→ **PROBLEM STATEMENT**
Lift every line from the entries that includes the word "down".

→ **RECORDS FOR THE TASK**
———

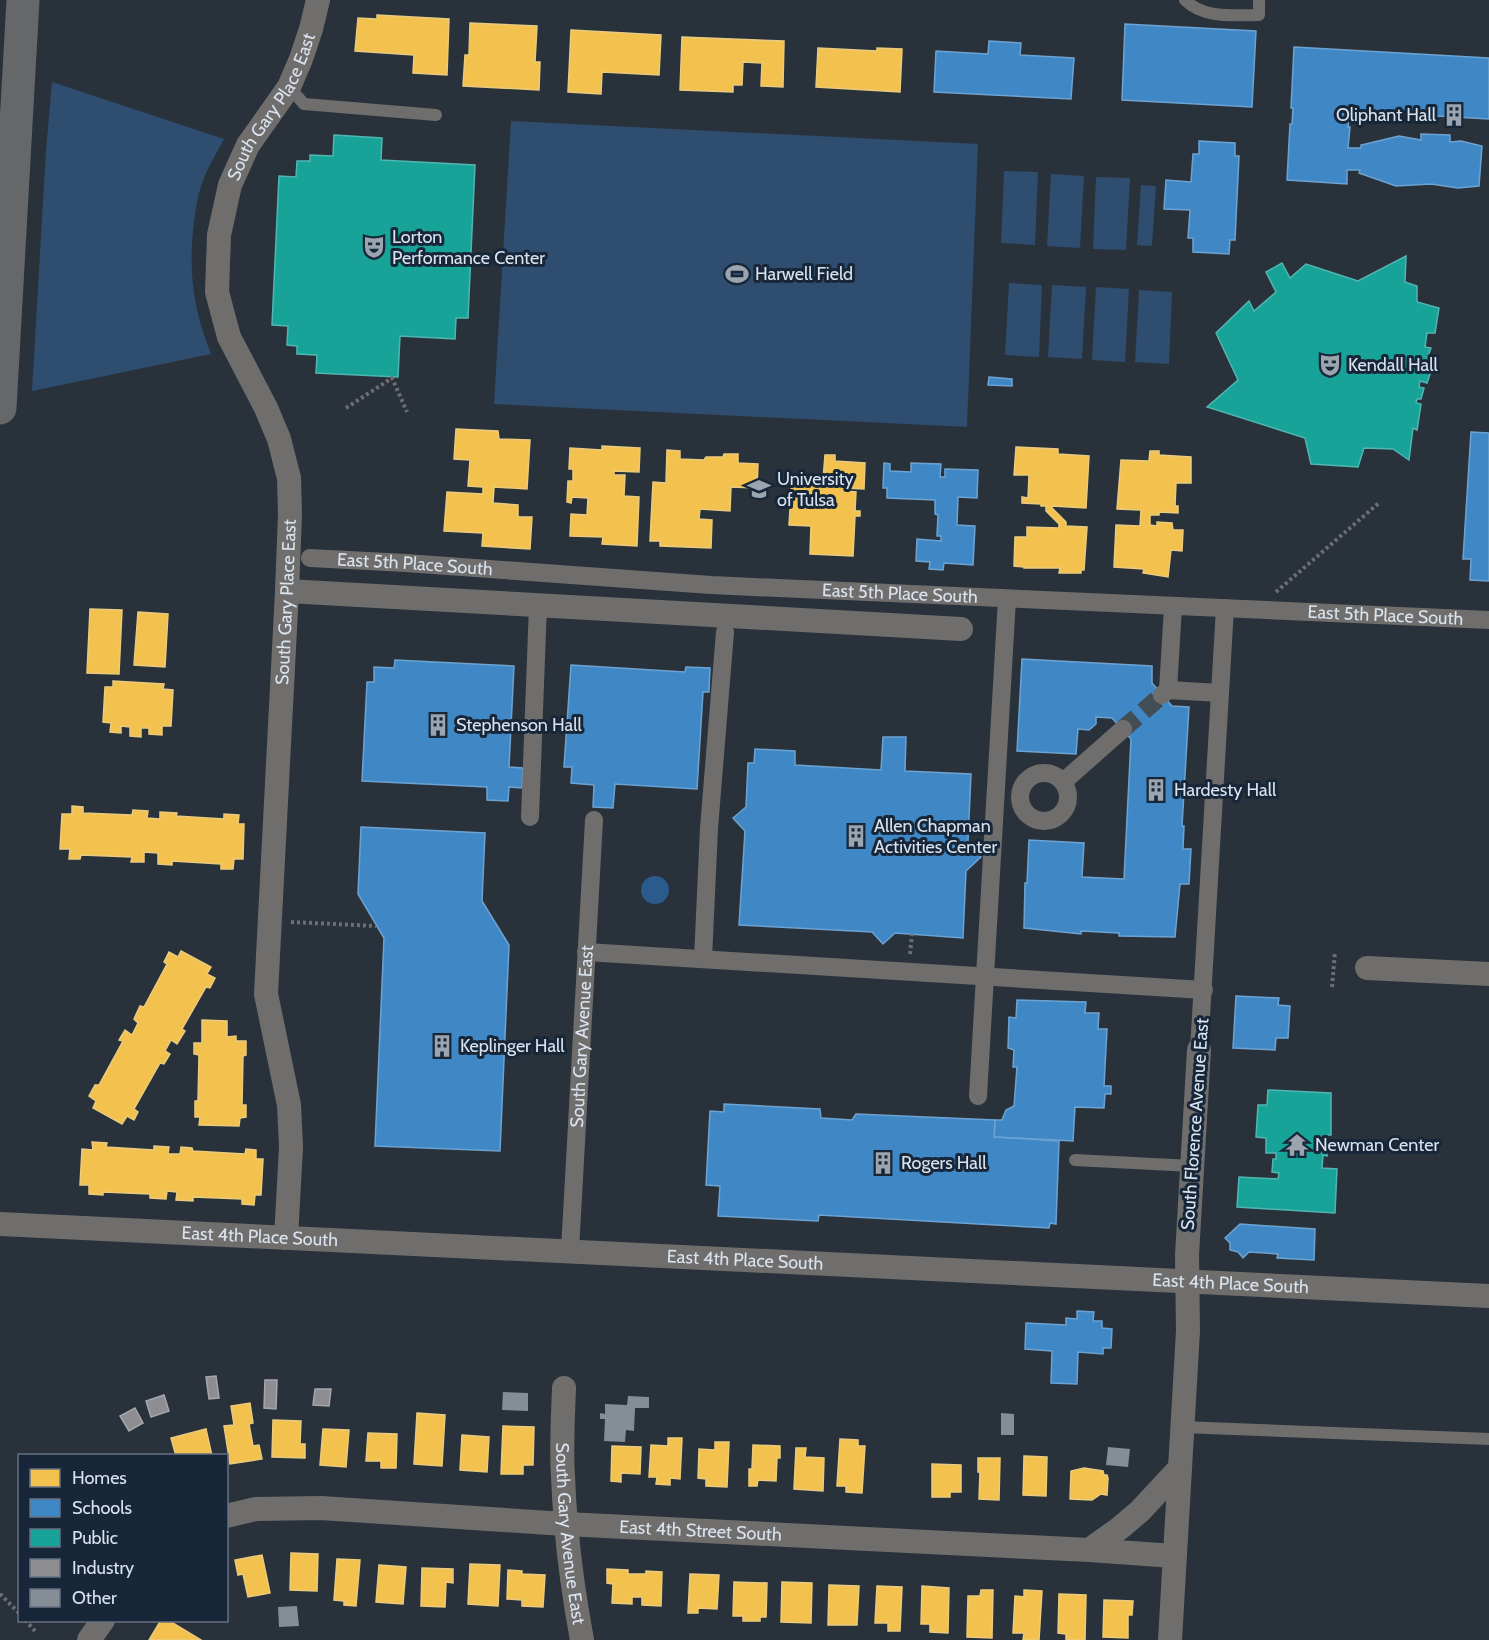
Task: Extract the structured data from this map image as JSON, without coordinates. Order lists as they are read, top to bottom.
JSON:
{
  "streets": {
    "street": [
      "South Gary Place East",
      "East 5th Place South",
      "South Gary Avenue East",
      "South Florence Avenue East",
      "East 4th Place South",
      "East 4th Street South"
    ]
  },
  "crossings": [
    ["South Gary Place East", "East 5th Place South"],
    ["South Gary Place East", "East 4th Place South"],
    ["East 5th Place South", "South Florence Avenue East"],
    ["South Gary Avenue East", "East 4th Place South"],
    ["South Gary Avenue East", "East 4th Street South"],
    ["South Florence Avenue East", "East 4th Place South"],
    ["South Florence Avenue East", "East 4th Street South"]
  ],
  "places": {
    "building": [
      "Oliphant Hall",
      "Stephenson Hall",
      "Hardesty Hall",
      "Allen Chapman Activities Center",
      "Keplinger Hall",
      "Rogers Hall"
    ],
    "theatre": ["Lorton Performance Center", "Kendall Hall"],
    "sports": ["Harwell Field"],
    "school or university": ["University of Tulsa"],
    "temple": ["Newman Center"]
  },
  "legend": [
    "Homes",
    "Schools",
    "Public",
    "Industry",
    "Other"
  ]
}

———

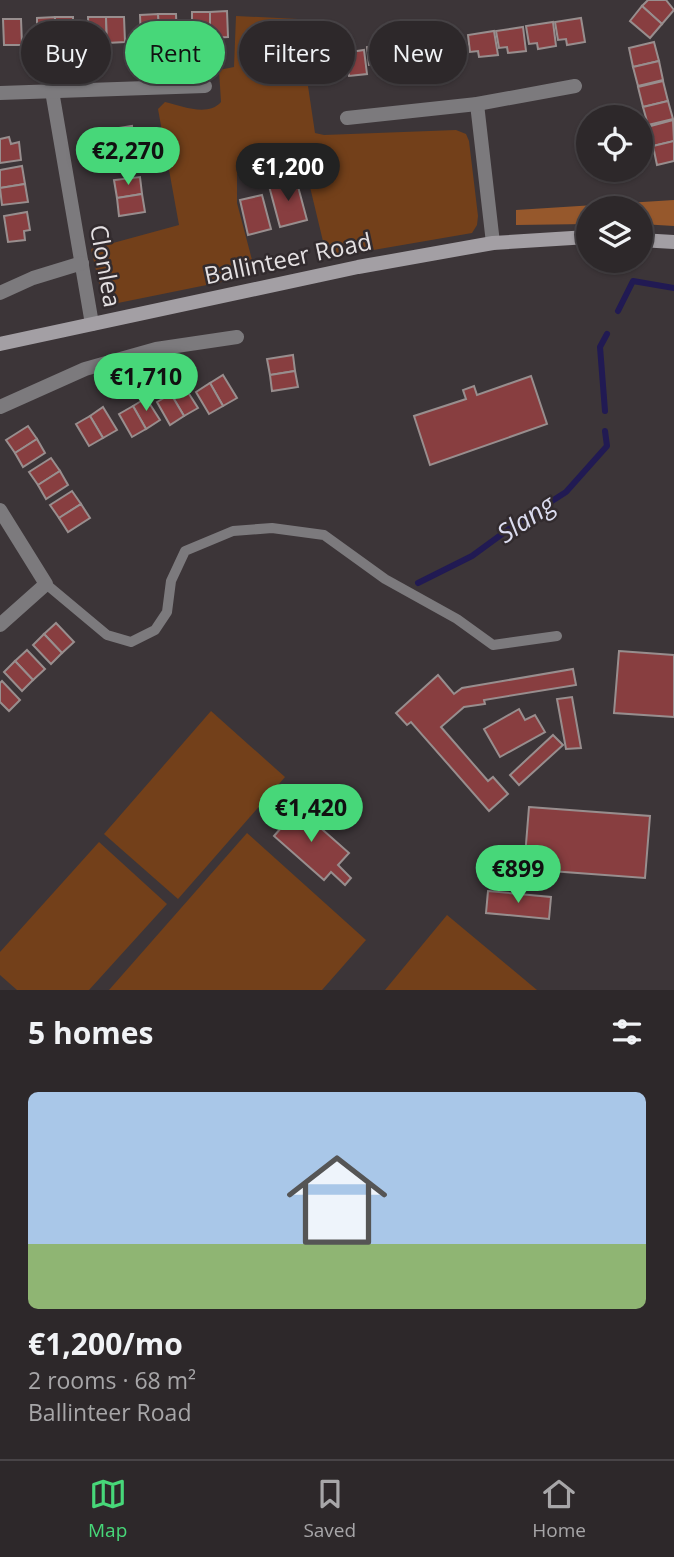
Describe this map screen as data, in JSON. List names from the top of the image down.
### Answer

———

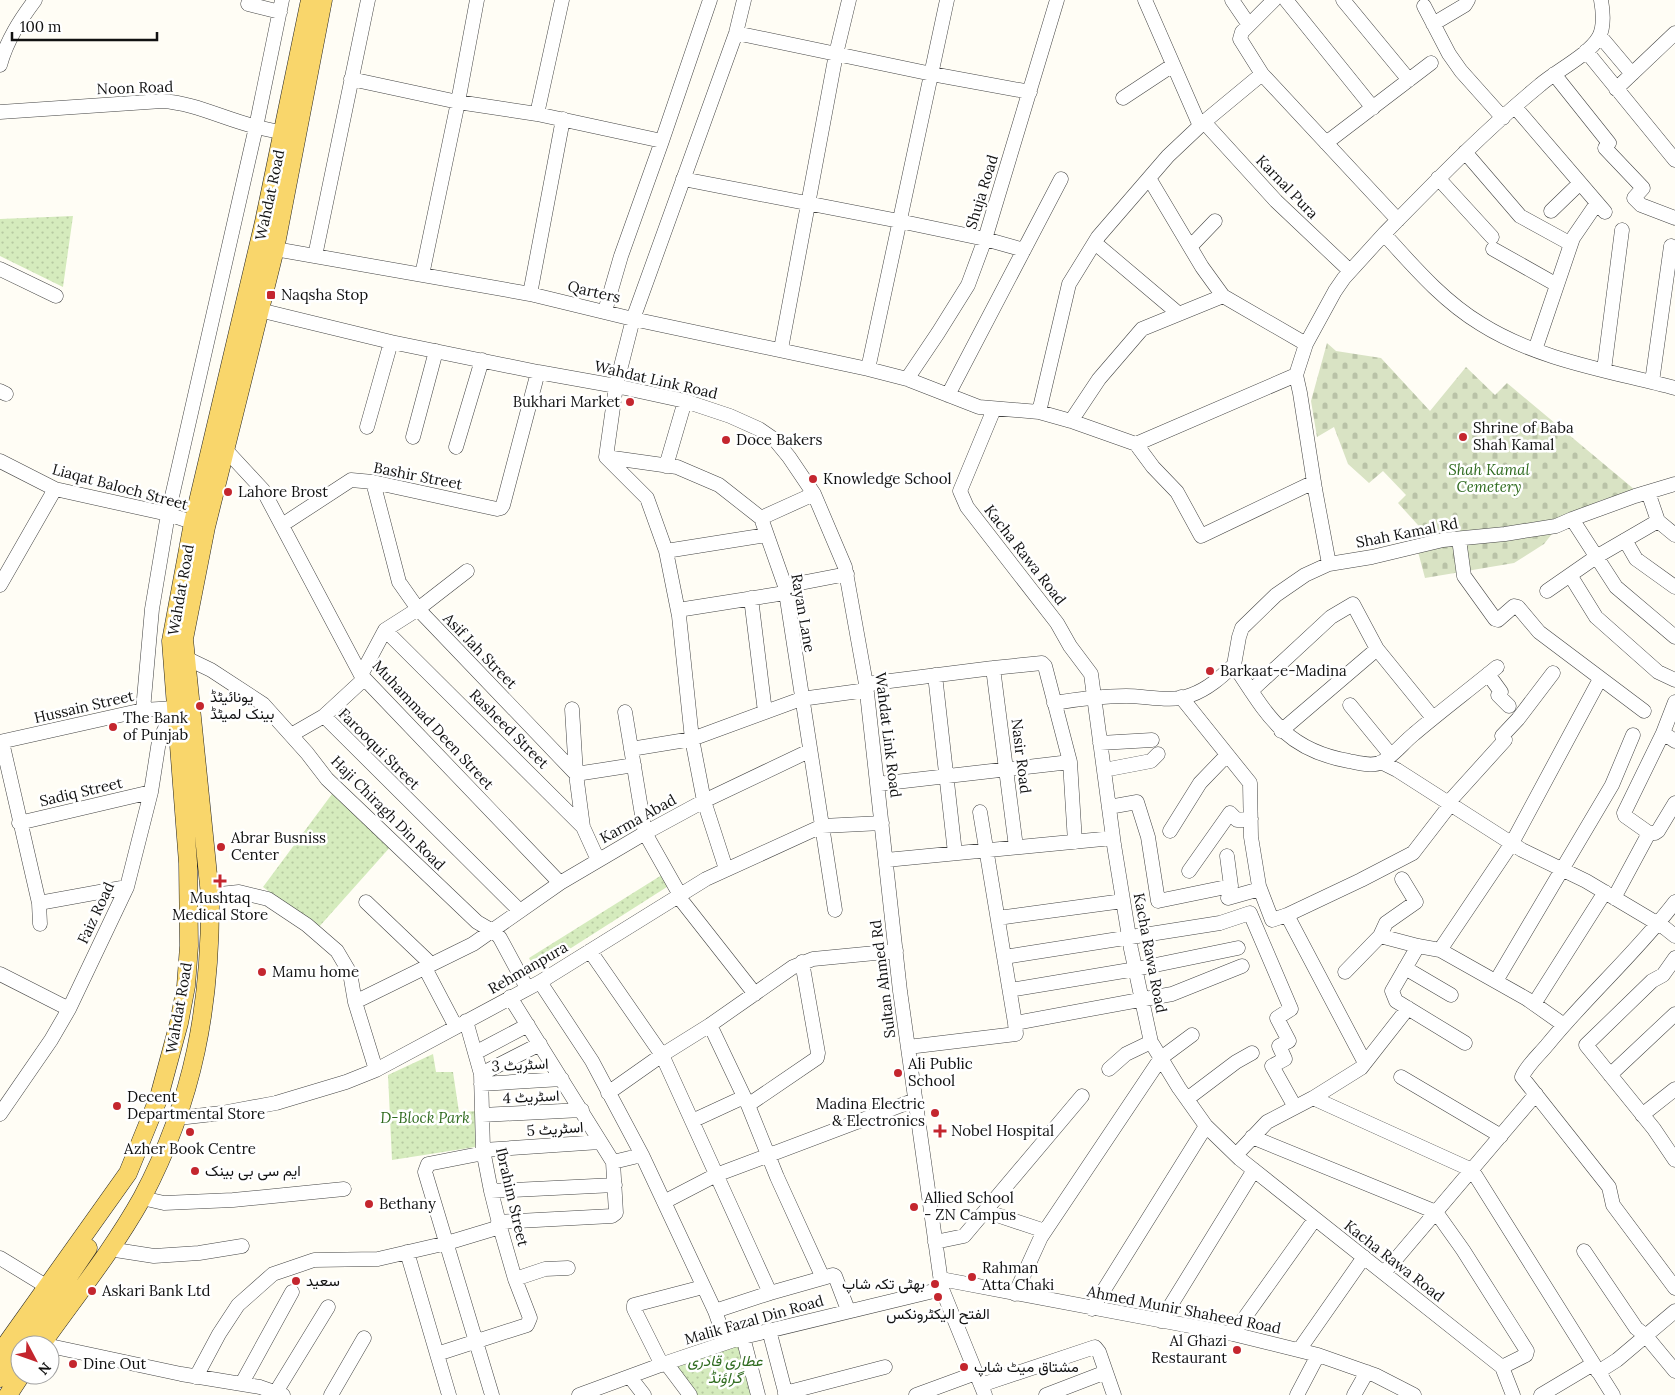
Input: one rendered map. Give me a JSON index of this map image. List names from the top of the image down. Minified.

———

→ **SOLUTION FOR THIS PROBLEM**
Describe this map screen as data, in JSON. List names from the top of the image down.
Input: one rendered map. Give me a JSON index of this map image. List names from the top of the image down. Minified.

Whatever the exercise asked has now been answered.